**Listed records:**
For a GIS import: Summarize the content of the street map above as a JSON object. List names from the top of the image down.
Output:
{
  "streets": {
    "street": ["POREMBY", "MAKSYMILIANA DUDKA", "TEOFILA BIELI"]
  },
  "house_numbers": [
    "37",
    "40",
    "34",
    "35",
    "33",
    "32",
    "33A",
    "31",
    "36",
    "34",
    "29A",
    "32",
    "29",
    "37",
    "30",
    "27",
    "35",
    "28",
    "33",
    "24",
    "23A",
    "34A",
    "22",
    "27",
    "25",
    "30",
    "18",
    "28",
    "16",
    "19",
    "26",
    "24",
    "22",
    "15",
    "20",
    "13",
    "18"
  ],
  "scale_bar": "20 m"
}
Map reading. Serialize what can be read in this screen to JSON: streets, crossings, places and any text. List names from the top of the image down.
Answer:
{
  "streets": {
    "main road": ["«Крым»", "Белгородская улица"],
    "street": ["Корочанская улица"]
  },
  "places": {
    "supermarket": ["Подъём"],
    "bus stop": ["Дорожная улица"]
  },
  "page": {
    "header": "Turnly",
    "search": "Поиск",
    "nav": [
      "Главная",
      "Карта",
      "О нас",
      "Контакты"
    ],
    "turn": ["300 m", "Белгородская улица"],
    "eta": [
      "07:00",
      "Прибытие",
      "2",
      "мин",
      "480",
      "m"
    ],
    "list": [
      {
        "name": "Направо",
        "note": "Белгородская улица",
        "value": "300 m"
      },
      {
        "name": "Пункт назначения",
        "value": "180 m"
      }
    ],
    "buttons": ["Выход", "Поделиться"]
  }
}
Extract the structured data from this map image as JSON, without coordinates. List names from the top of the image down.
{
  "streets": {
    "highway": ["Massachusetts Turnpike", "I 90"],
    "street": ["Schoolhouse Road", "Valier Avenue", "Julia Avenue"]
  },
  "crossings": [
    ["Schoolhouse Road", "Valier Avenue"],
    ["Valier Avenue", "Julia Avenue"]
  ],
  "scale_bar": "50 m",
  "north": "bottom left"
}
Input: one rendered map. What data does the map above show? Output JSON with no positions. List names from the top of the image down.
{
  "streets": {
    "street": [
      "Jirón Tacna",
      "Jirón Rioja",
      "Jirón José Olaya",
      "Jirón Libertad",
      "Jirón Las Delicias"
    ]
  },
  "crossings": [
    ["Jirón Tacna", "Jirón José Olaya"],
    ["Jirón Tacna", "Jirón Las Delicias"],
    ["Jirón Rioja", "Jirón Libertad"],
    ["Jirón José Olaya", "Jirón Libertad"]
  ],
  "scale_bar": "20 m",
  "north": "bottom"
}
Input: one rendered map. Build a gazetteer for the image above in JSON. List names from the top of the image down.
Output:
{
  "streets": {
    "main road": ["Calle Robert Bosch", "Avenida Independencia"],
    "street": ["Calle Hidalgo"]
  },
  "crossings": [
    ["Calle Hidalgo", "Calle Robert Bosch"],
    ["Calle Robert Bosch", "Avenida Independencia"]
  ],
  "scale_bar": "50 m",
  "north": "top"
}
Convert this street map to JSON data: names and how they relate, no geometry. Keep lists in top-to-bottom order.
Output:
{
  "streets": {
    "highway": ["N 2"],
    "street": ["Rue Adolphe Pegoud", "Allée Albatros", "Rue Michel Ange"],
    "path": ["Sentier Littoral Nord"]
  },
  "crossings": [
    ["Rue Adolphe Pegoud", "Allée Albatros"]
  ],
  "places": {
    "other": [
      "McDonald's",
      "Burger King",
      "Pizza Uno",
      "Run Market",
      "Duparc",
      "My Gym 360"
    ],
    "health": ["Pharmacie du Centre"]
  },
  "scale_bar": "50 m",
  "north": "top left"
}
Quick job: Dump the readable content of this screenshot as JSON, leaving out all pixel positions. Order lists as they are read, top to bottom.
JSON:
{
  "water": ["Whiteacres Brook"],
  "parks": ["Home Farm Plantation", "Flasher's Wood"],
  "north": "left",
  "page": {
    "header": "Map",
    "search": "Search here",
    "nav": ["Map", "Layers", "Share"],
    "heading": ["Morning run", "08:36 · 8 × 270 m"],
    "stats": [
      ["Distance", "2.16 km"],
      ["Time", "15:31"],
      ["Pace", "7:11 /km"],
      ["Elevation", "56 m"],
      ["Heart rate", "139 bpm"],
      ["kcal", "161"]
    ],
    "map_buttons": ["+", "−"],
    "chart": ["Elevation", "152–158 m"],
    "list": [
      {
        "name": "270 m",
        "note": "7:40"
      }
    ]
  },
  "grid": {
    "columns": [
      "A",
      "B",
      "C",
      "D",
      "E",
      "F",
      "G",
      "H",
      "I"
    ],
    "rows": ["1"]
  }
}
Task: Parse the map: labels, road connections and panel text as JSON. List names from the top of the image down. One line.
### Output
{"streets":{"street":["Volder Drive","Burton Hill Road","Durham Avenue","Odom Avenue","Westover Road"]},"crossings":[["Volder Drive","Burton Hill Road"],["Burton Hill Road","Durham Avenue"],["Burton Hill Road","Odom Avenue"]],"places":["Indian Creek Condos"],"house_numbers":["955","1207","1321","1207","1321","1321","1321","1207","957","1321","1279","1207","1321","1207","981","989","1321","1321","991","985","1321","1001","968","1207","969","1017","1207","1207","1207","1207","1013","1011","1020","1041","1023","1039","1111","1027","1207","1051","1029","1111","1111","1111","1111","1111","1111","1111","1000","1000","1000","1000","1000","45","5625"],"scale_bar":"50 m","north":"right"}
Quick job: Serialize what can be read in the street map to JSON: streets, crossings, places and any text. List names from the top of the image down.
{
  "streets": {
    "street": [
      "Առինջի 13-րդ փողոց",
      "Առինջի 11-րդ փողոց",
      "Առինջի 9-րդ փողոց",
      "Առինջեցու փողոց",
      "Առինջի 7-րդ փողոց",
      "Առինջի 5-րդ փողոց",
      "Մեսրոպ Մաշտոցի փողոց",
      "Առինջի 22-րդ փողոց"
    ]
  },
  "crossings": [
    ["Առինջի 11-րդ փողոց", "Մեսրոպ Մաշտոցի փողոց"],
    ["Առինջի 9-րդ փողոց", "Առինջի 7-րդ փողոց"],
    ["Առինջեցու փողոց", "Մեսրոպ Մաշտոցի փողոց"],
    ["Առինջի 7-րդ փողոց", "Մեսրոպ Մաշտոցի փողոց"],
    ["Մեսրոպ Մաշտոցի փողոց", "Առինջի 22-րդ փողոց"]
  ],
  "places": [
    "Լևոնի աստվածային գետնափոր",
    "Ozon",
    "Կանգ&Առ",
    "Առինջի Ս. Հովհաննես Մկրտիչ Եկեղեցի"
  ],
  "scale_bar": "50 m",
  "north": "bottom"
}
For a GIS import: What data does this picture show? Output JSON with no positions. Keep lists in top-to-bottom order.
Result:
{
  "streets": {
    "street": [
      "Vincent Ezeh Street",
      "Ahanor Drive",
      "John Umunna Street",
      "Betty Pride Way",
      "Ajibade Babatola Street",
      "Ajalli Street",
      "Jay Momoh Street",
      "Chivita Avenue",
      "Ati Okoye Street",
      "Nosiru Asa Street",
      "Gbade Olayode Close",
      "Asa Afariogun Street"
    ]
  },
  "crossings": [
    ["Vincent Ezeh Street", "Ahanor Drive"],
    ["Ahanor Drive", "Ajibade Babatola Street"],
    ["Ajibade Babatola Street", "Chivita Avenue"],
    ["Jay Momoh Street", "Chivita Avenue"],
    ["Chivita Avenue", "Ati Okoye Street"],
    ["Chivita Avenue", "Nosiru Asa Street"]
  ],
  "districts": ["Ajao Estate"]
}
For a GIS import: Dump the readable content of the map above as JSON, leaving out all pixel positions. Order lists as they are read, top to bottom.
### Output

**Exercise requirements:** Give the records again, exactly as they appear.

**Answer section:**
For a GIS import: Summarize the content of the street map above as a JSON object. List names from the top of the image down.
Output:
{
  "streets": {
    "street": ["POREMBY", "MAKSYMILIANA DUDKA", "TEOFILA BIELI"]
  },
  "house_numbers": [
    "37",
    "40",
    "34",
    "35",
    "33",
    "32",
    "33A",
    "31",
    "36",
    "34",
    "29A",
    "32",
    "29",
    "37",
    "30",
    "27",
    "35",
    "28",
    "33",
    "24",
    "23A",
    "34A",
    "22",
    "27",
    "25",
    "30",
    "18",
    "28",
    "16",
    "19",
    "26",
    "24",
    "22",
    "15",
    "20",
    "13",
    "18"
  ],
  "scale_bar": "20 m"
}
Map reading. Serialize what can be read in this screen to JSON: streets, crossings, places and any text. List names from the top of the image down.
Answer:
{
  "streets": {
    "main road": ["«Крым»", "Белгородская улица"],
    "street": ["Корочанская улица"]
  },
  "places": {
    "supermarket": ["Подъём"],
    "bus stop": ["Дорожная улица"]
  },
  "page": {
    "header": "Turnly",
    "search": "Поиск",
    "nav": [
      "Главная",
      "Карта",
      "О нас",
      "Контакты"
    ],
    "turn": ["300 m", "Белгородская улица"],
    "eta": [
      "07:00",
      "Прибытие",
      "2",
      "мин",
      "480",
      "m"
    ],
    "list": [
      {
        "name": "Направо",
        "note": "Белгородская улица",
        "value": "300 m"
      },
      {
        "name": "Пункт назначения",
        "value": "180 m"
      }
    ],
    "buttons": ["Выход", "Поделиться"]
  }
}
Extract the structured data from this map image as JSON, without coordinates. List names from the top of the image down.
{
  "streets": {
    "highway": ["Massachusetts Turnpike", "I 90"],
    "street": ["Schoolhouse Road", "Valier Avenue", "Julia Avenue"]
  },
  "crossings": [
    ["Schoolhouse Road", "Valier Avenue"],
    ["Valier Avenue", "Julia Avenue"]
  ],
  "scale_bar": "50 m",
  "north": "bottom left"
}
Input: one rendered map. What data does the map above show? Output JSON with no positions. List names from the top of the image down.
{
  "streets": {
    "street": [
      "Jirón Tacna",
      "Jirón Rioja",
      "Jirón José Olaya",
      "Jirón Libertad",
      "Jirón Las Delicias"
    ]
  },
  "crossings": [
    ["Jirón Tacna", "Jirón José Olaya"],
    ["Jirón Tacna", "Jirón Las Delicias"],
    ["Jirón Rioja", "Jirón Libertad"],
    ["Jirón José Olaya", "Jirón Libertad"]
  ],
  "scale_bar": "20 m",
  "north": "bottom"
}
Input: one rendered map. Build a gazetteer for the image above in JSON. List names from the top of the image down.
Output:
{
  "streets": {
    "main road": ["Calle Robert Bosch", "Avenida Independencia"],
    "street": ["Calle Hidalgo"]
  },
  "crossings": [
    ["Calle Hidalgo", "Calle Robert Bosch"],
    ["Calle Robert Bosch", "Avenida Independencia"]
  ],
  "scale_bar": "50 m",
  "north": "top"
}
Convert this street map to JSON data: names and how they relate, no geometry. Keep lists in top-to-bottom order.
Output:
{
  "streets": {
    "highway": ["N 2"],
    "street": ["Rue Adolphe Pegoud", "Allée Albatros", "Rue Michel Ange"],
    "path": ["Sentier Littoral Nord"]
  },
  "crossings": [
    ["Rue Adolphe Pegoud", "Allée Albatros"]
  ],
  "places": {
    "other": [
      "McDonald's",
      "Burger King",
      "Pizza Uno",
      "Run Market",
      "Duparc",
      "My Gym 360"
    ],
    "health": ["Pharmacie du Centre"]
  },
  "scale_bar": "50 m",
  "north": "top left"
}
Quick job: Dump the readable content of this screenshot as JSON, leaving out all pixel positions. Order lists as they are read, top to bottom.
JSON:
{
  "water": ["Whiteacres Brook"],
  "parks": ["Home Farm Plantation", "Flasher's Wood"],
  "north": "left",
  "page": {
    "header": "Map",
    "search": "Search here",
    "nav": ["Map", "Layers", "Share"],
    "heading": ["Morning run", "08:36 · 8 × 270 m"],
    "stats": [
      ["Distance", "2.16 km"],
      ["Time", "15:31"],
      ["Pace", "7:11 /km"],
      ["Elevation", "56 m"],
      ["Heart rate", "139 bpm"],
      ["kcal", "161"]
    ],
    "map_buttons": ["+", "−"],
    "chart": ["Elevation", "152–158 m"],
    "list": [
      {
        "name": "270 m",
        "note": "7:40"
      }
    ]
  },
  "grid": {
    "columns": [
      "A",
      "B",
      "C",
      "D",
      "E",
      "F",
      "G",
      "H",
      "I"
    ],
    "rows": ["1"]
  }
}
Task: Parse the map: labels, road connections and panel text as JSON. List names from the top of the image down. One line.
### Output
{"streets":{"street":["Volder Drive","Burton Hill Road","Durham Avenue","Odom Avenue","Westover Road"]},"crossings":[["Volder Drive","Burton Hill Road"],["Burton Hill Road","Durham Avenue"],["Burton Hill Road","Odom Avenue"]],"places":["Indian Creek Condos"],"house_numbers":["955","1207","1321","1207","1321","1321","1321","1207","957","1321","1279","1207","1321","1207","981","989","1321","1321","991","985","1321","1001","968","1207","969","1017","1207","1207","1207","1207","1013","1011","1020","1041","1023","1039","1111","1027","1207","1051","1029","1111","1111","1111","1111","1111","1111","1111","1000","1000","1000","1000","1000","45","5625"],"scale_bar":"50 m","north":"right"}
Quick job: Serialize what can be read in the street map to JSON: streets, crossings, places and any text. List names from the top of the image down.
{
  "streets": {
    "street": [
      "Առինջի 13-րդ փողոց",
      "Առինջի 11-րդ փողոց",
      "Առինջի 9-րդ փողոց",
      "Առինջեցու փողոց",
      "Առինջի 7-րդ փողոց",
      "Առինջի 5-րդ փողոց",
      "Մեսրոպ Մաշտոցի փողոց",
      "Առինջի 22-րդ փողոց"
    ]
  },
  "crossings": [
    ["Առինջի 11-րդ փողոց", "Մեսրոպ Մաշտոցի փողոց"],
    ["Առինջի 9-րդ փողոց", "Առինջի 7-րդ փողոց"],
    ["Առինջեցու փողոց", "Մեսրոպ Մաշտոցի փողոց"],
    ["Առինջի 7-րդ փողոց", "Մեսրոպ Մաշտոցի փողոց"],
    ["Մեսրոպ Մաշտոցի փողոց", "Առինջի 22-րդ փողոց"]
  ],
  "places": [
    "Լևոնի աստվածային գետնափոր",
    "Ozon",
    "Կանգ&Առ",
    "Առինջի Ս. Հովհաննես Մկրտիչ Եկեղեցի"
  ],
  "scale_bar": "50 m",
  "north": "bottom"
}
For a GIS import: What data does this picture show? Output JSON with no positions. Keep lists in top-to-bottom order.
Result:
{
  "streets": {
    "street": [
      "Vincent Ezeh Street",
      "Ahanor Drive",
      "John Umunna Street",
      "Betty Pride Way",
      "Ajibade Babatola Street",
      "Ajalli Street",
      "Jay Momoh Street",
      "Chivita Avenue",
      "Ati Okoye Street",
      "Nosiru Asa Street",
      "Gbade Olayode Close",
      "Asa Afariogun Street"
    ]
  },
  "crossings": [
    ["Vincent Ezeh Street", "Ahanor Drive"],
    ["Ahanor Drive", "Ajibade Babatola Street"],
    ["Ajibade Babatola Street", "Chivita Avenue"],
    ["Jay Momoh Street", "Chivita Avenue"],
    ["Chivita Avenue", "Ati Okoye Street"],
    ["Chivita Avenue", "Nosiru Asa Street"]
  ],
  "districts": ["Ajao Estate"]
}
For a GIS import: Dump the readable content of the map above as JSON, leaving out all pixel positions. Order lists as they are read, top to bottom.
### Output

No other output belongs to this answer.